Amylyx recently presented positive data from an interim analysis of its Phase 2 HELIOS study, including eight participants with Wolfram syndrome assessed at Week 24, which demonstrated that AMX0035 improved pancreatic function and glycemic control, as measured by C-peptide, HbA1c, and other markers of glucose metabolism. All eight participants met prespecified responder criteria showing either improvement or stabilization of disease according to both the Patient Reported Global Impression of Change (PGIC) and the Clinical Reported Global Impression of Change (CGIC) scales. The majority of participants reported some improvement in vision. In Wolfram syndrome, progressive decline and worsening of outcomes would have been expected on all measures, so disease improvement or stabilization alone is clinically meaningful. AMX0035 was generally well tolerated in all participants. The Company anticipates reporting topline data from all 12 participants at Week 24 this fall.

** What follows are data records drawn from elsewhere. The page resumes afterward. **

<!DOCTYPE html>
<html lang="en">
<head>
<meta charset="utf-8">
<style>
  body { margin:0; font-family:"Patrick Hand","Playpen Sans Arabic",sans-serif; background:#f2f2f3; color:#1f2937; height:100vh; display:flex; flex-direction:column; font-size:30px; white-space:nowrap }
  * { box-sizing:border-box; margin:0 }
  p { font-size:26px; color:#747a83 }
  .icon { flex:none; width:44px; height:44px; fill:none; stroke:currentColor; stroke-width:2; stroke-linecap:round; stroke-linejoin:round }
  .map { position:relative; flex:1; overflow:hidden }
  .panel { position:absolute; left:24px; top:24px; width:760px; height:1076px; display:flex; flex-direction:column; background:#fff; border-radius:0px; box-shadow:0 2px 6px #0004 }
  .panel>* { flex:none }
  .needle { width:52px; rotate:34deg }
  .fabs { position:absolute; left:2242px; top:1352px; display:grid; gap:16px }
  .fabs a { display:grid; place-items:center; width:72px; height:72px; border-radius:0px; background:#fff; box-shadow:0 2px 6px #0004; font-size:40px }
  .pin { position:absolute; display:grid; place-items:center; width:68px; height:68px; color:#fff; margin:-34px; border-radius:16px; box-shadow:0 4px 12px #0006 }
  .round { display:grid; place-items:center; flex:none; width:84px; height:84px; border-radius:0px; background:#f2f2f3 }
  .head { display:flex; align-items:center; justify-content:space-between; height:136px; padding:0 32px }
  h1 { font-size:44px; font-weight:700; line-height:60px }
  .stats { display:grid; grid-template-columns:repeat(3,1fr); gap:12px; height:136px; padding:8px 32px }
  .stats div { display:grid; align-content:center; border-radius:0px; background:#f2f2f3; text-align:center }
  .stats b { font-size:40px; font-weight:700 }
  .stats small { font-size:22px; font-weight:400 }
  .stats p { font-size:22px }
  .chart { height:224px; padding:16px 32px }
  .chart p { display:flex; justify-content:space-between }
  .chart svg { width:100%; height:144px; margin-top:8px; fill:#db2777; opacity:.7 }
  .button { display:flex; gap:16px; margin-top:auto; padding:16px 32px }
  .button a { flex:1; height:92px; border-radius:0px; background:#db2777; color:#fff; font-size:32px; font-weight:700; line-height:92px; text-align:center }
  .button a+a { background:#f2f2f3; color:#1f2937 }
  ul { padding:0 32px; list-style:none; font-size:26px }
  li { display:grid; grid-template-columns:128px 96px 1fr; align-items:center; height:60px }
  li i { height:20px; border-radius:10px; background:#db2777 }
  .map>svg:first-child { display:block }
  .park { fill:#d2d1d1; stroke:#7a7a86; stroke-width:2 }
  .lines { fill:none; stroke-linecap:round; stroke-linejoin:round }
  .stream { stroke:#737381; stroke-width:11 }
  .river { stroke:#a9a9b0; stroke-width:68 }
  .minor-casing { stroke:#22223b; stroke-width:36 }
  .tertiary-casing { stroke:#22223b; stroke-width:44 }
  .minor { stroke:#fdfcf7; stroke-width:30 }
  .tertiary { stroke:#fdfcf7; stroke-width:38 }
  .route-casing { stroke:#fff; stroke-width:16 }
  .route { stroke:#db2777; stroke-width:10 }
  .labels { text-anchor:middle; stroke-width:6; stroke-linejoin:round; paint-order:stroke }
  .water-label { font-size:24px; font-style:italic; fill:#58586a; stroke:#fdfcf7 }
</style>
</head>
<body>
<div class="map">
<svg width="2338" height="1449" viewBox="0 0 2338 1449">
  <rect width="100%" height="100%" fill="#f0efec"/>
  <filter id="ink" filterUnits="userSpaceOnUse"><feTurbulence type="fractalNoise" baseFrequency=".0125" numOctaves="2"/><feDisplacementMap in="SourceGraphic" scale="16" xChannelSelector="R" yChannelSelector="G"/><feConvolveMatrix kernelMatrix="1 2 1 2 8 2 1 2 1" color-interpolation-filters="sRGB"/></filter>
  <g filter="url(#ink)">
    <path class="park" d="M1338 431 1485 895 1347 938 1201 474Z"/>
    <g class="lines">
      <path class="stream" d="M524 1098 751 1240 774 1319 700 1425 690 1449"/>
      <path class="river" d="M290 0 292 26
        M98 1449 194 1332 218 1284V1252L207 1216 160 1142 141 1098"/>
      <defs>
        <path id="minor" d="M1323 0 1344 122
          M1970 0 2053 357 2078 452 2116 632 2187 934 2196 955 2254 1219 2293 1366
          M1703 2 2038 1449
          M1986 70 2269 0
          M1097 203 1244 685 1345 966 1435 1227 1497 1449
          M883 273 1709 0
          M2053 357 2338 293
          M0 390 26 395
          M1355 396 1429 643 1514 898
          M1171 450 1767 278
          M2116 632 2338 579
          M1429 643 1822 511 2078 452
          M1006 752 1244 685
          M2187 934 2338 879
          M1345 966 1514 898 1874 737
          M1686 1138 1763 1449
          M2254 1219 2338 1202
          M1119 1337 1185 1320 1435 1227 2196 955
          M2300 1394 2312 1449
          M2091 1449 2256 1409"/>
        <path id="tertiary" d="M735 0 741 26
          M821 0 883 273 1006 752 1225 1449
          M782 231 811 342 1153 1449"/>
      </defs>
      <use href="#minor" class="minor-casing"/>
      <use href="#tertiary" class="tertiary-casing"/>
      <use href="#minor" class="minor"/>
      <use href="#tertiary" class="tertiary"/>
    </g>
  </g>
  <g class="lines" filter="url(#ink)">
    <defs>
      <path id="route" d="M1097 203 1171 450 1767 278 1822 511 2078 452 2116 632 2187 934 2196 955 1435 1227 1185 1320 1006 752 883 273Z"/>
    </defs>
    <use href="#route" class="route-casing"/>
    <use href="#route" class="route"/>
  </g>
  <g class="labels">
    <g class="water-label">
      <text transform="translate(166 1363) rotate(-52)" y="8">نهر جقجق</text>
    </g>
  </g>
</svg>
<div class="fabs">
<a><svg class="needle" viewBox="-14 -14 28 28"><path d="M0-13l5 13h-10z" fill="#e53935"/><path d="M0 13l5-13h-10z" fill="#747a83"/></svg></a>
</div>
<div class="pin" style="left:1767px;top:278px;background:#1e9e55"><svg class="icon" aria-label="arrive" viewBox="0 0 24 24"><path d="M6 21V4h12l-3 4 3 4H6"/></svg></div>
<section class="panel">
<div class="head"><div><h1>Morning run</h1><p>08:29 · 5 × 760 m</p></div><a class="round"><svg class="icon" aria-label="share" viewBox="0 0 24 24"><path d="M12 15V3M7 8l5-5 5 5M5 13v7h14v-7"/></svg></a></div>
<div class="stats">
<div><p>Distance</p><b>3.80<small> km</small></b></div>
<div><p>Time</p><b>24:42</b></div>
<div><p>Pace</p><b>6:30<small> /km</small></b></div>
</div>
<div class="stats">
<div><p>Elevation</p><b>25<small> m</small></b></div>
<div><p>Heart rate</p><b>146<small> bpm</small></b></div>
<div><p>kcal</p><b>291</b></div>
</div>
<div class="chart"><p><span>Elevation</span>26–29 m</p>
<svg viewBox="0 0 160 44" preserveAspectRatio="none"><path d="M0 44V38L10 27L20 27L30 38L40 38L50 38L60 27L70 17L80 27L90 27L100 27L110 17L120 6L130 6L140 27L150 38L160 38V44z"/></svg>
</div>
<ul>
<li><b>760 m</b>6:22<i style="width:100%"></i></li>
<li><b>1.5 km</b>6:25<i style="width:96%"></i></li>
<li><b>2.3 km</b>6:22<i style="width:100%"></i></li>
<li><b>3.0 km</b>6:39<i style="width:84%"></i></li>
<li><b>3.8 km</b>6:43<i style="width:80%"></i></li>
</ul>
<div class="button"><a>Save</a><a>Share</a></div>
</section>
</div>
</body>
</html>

“Wolfram syndrome is a disease where there are well-defined measurable biomarkers, rigorous supporting preclinical data, and clear rationale for our potential therapy based on its mechanism of action. Specifically, Wolfram syndrome is considered a prototypical endoplasmic reticulum (ER) stress disorder because of the clear link between WFS1 mutations and ER stress. AMX0035 is believed to target ER stress and mitochondrial dysfunction,” said Endocrine Society member Camille L. Bedrosian, MD, chief medical officer at Amylyx. “The interim data from HELIOS showed stabilization or even improvement across key outcomes at Week 24. HELIOS follows strong preclinical research with data showing clear effects in cellular and animal models. We look forward to reporting topline data from all participants at Week 24 this fall. We aim to address an urgent unmet medical need, given there are no approved treatment options for Wolfram syndrome.”